Wells Fargo & Co.'s home loan unit is telling its correspondent lenders and brokers they cannot vary the compensation they pay their loan officers based on the mortgage product.
In a "Newsflash" to third-party correspondents, Wells said compensation cannot be "based on product type — FHA vs. conventional, construction vs. permanent."
The San Francisco lender cited "uncertainty" about the Federal Reserve Board's new loan officer compensation rule that went into effect April 6 for its decision.
Wells is the nation's largest wholesale funder and second-largest correspondent buyer of home mortgages, according to figures compiled by National Mortgage News.

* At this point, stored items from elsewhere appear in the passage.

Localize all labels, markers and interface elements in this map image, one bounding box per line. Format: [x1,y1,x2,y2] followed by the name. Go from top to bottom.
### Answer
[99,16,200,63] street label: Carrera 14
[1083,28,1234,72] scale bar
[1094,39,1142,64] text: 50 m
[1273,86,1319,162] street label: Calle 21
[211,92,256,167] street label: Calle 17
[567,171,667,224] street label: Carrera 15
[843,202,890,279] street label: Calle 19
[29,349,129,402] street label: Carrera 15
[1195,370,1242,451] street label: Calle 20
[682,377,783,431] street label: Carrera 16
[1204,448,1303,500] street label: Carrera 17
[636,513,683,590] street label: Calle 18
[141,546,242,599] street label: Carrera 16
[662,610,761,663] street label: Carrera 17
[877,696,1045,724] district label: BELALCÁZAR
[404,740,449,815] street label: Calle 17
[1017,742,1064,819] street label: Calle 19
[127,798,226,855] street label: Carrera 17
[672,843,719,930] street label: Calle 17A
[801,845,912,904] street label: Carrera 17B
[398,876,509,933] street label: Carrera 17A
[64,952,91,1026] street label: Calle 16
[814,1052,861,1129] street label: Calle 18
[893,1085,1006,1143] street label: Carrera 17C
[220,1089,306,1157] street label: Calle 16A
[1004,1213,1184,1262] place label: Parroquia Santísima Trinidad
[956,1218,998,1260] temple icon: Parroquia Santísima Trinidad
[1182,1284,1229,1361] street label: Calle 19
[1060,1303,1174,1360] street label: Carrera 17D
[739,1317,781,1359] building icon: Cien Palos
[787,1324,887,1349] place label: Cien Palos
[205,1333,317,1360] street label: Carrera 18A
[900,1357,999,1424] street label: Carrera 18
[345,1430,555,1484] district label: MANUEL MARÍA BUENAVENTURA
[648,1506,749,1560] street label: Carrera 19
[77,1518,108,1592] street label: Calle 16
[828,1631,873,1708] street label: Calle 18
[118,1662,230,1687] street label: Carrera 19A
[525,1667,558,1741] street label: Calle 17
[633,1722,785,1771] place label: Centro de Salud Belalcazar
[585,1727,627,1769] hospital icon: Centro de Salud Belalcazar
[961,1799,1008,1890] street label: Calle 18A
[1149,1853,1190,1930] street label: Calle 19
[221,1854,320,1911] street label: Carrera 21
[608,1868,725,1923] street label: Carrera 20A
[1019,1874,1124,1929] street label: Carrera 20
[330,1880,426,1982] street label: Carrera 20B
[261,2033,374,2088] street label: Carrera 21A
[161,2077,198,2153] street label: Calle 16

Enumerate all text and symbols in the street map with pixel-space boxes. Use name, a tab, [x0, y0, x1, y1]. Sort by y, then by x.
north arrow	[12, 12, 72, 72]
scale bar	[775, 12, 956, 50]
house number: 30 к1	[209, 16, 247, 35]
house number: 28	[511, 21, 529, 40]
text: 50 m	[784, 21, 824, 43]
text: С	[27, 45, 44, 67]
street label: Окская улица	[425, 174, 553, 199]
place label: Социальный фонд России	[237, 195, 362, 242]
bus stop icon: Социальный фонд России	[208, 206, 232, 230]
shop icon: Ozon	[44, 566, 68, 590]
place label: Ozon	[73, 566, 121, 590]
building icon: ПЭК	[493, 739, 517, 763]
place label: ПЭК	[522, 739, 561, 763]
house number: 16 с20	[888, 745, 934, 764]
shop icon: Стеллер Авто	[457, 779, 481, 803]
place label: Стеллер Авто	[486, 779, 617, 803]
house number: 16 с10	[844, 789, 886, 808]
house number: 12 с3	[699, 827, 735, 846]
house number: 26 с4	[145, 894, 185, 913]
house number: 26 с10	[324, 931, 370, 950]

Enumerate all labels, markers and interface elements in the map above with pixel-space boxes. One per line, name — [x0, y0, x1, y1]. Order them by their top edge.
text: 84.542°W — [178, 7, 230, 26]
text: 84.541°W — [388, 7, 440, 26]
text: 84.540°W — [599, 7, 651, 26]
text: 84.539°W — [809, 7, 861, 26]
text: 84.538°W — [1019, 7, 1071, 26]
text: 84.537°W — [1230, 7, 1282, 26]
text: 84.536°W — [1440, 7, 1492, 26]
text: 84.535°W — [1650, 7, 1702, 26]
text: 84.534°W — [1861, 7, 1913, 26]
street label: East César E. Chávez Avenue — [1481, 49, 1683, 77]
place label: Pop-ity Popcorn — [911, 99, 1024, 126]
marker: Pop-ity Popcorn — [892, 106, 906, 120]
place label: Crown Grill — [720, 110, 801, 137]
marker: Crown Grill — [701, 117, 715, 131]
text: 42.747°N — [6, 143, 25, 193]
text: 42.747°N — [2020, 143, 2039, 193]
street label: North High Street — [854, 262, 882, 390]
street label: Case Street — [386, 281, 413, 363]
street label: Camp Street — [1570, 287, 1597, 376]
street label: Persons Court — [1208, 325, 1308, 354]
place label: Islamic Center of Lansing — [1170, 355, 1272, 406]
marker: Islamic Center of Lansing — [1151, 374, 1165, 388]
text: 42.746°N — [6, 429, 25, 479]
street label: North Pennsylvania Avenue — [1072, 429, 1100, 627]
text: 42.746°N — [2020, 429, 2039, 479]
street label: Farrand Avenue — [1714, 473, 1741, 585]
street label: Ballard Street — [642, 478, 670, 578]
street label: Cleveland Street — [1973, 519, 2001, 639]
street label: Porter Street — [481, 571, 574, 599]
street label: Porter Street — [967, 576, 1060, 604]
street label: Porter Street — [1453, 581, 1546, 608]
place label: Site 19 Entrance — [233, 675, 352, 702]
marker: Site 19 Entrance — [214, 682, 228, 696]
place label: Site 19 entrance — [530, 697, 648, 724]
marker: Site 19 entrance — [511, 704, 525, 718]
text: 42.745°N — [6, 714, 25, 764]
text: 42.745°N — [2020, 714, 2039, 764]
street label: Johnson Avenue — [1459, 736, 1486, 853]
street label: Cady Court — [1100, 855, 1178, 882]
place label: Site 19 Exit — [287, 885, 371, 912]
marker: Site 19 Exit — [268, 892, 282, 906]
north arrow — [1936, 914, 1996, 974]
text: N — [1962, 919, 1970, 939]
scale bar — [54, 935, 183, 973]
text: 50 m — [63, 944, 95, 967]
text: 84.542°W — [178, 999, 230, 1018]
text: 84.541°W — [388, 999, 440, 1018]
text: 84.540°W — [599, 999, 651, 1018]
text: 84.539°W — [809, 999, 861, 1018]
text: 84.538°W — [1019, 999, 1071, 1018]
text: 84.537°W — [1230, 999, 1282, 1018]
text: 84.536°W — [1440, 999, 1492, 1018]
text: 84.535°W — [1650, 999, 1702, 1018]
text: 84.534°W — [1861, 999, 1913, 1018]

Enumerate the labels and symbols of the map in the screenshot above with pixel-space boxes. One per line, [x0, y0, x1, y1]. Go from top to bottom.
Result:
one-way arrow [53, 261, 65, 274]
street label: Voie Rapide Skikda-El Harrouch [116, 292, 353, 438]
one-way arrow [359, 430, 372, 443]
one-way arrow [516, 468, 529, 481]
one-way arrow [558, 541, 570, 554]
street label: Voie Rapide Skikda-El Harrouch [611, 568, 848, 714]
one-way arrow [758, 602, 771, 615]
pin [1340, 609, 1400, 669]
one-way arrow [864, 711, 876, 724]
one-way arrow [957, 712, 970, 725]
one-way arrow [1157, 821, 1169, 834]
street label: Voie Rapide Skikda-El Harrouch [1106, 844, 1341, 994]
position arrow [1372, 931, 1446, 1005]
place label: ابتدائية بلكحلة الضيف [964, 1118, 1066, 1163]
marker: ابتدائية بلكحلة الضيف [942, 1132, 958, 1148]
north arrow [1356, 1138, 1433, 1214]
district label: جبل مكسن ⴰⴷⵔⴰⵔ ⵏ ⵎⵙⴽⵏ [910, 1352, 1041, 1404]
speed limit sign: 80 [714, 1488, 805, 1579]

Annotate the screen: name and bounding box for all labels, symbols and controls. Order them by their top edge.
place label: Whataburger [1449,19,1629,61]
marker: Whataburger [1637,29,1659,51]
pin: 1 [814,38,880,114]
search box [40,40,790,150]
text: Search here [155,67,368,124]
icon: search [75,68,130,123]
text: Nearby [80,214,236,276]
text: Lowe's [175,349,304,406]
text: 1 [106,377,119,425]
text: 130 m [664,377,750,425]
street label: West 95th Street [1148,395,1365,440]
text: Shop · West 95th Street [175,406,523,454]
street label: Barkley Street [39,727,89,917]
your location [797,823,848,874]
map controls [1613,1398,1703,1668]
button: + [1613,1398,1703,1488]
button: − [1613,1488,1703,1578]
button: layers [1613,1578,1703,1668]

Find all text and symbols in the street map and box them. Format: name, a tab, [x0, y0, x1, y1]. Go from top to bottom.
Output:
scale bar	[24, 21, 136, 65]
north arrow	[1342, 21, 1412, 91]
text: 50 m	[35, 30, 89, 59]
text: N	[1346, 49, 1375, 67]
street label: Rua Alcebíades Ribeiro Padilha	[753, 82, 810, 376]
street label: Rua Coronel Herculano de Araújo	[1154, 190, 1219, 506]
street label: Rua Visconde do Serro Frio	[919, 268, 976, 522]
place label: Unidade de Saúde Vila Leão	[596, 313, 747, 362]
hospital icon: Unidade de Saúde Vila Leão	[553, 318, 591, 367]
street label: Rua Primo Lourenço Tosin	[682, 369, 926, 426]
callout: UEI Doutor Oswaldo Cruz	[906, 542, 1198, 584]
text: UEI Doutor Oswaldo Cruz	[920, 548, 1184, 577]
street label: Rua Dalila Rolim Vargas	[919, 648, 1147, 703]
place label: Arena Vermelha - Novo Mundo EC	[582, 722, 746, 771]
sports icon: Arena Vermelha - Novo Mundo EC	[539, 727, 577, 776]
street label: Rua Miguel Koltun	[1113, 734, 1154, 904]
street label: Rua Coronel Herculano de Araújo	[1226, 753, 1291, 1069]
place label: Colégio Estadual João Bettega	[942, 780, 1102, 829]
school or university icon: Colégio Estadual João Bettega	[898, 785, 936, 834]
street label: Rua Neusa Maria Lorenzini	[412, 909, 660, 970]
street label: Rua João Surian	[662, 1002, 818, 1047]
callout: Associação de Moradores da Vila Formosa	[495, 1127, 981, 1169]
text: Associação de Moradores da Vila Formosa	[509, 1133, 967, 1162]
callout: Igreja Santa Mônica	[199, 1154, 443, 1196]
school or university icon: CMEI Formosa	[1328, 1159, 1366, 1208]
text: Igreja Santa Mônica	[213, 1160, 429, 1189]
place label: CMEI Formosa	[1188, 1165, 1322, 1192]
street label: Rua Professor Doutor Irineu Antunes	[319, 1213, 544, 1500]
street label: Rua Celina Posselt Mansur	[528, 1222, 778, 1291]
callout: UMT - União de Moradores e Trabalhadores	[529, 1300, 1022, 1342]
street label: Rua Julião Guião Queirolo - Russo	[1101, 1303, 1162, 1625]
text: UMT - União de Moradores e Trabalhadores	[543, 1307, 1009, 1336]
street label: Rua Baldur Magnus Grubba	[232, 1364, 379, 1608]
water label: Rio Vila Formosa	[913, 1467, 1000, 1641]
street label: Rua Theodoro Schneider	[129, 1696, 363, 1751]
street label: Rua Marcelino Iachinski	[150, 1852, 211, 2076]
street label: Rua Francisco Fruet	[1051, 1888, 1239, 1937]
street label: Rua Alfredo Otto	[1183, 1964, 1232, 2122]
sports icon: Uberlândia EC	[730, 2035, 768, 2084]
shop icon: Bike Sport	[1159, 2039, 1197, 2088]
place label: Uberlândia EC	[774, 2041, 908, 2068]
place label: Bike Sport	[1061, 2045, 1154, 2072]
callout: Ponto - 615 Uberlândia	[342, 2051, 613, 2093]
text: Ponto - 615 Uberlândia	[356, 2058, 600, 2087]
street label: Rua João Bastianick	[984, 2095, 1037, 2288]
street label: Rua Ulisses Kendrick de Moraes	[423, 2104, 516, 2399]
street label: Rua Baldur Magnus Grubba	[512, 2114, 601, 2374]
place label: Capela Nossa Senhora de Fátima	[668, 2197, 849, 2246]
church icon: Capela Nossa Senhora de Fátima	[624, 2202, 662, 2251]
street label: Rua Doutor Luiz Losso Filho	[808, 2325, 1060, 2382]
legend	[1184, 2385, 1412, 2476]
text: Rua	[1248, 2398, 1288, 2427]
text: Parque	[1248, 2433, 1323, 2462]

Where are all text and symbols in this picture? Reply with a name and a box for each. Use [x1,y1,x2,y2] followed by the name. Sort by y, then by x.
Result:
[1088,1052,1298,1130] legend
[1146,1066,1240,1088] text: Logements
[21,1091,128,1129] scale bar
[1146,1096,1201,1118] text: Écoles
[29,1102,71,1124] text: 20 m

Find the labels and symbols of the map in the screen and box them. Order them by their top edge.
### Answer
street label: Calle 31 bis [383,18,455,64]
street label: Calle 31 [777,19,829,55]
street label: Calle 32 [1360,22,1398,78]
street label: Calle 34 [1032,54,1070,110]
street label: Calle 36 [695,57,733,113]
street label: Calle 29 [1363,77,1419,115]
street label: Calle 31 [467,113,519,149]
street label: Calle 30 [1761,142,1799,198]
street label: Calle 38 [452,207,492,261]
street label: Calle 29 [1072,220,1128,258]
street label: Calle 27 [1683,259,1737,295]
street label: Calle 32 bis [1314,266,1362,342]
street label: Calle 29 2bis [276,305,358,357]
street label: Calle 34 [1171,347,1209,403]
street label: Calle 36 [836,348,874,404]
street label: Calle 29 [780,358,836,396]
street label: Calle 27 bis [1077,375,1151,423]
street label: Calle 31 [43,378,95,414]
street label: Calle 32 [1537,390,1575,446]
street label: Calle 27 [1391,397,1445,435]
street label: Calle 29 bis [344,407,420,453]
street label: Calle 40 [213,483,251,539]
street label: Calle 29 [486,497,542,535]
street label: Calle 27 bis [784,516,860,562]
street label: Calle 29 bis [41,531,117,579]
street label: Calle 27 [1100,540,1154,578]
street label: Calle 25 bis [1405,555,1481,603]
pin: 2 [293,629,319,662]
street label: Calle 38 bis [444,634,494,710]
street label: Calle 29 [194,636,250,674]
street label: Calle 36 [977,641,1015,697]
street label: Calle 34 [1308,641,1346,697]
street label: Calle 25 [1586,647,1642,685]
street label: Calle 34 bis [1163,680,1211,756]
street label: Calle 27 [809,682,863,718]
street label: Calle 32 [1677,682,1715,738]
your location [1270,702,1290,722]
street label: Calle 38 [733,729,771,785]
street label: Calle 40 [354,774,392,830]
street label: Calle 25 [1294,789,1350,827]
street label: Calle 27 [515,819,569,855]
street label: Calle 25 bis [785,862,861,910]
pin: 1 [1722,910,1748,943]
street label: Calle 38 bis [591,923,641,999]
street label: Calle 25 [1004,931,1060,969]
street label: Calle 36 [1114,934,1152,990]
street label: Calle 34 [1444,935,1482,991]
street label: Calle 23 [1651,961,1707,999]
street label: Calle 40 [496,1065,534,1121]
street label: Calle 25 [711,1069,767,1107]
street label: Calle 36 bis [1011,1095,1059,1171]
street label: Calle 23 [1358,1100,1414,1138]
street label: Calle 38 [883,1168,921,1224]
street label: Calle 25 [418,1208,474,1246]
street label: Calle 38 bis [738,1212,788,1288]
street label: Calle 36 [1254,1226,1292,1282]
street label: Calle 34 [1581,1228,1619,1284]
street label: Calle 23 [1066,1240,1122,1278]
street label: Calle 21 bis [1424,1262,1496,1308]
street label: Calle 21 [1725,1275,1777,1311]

Under the loan officer rule, compensation cannot be based on a term or condition of the loan. Creditors that vary compensation by product type, according to Fed attorneys, will have to prove that the higher compensation for a Federal Housing Administration loan is not a "proxy" for a term or condition.
"Wells Fargo remains concerned about the viability of proving compliance, even in instances where a variation of time and effort of the loan originator can be established," it said in the April 14 Newsflash.
Wells is applying the same compensation policy to its own loan officers and to mortgage brokers, according to company spokesman Tom Goyda.
Attorney Robert Lotstein said Wells is justified in taking a conservative position. "We have advised our clients to be as vanilla as possible coming out of the gate," said the managing attorney of LotsteinLegal. "The Fed has been really clear that the ones determining the legality or permissibility of plans and policies will likely be the judiciary" and class-action attorneys, Lotstein said.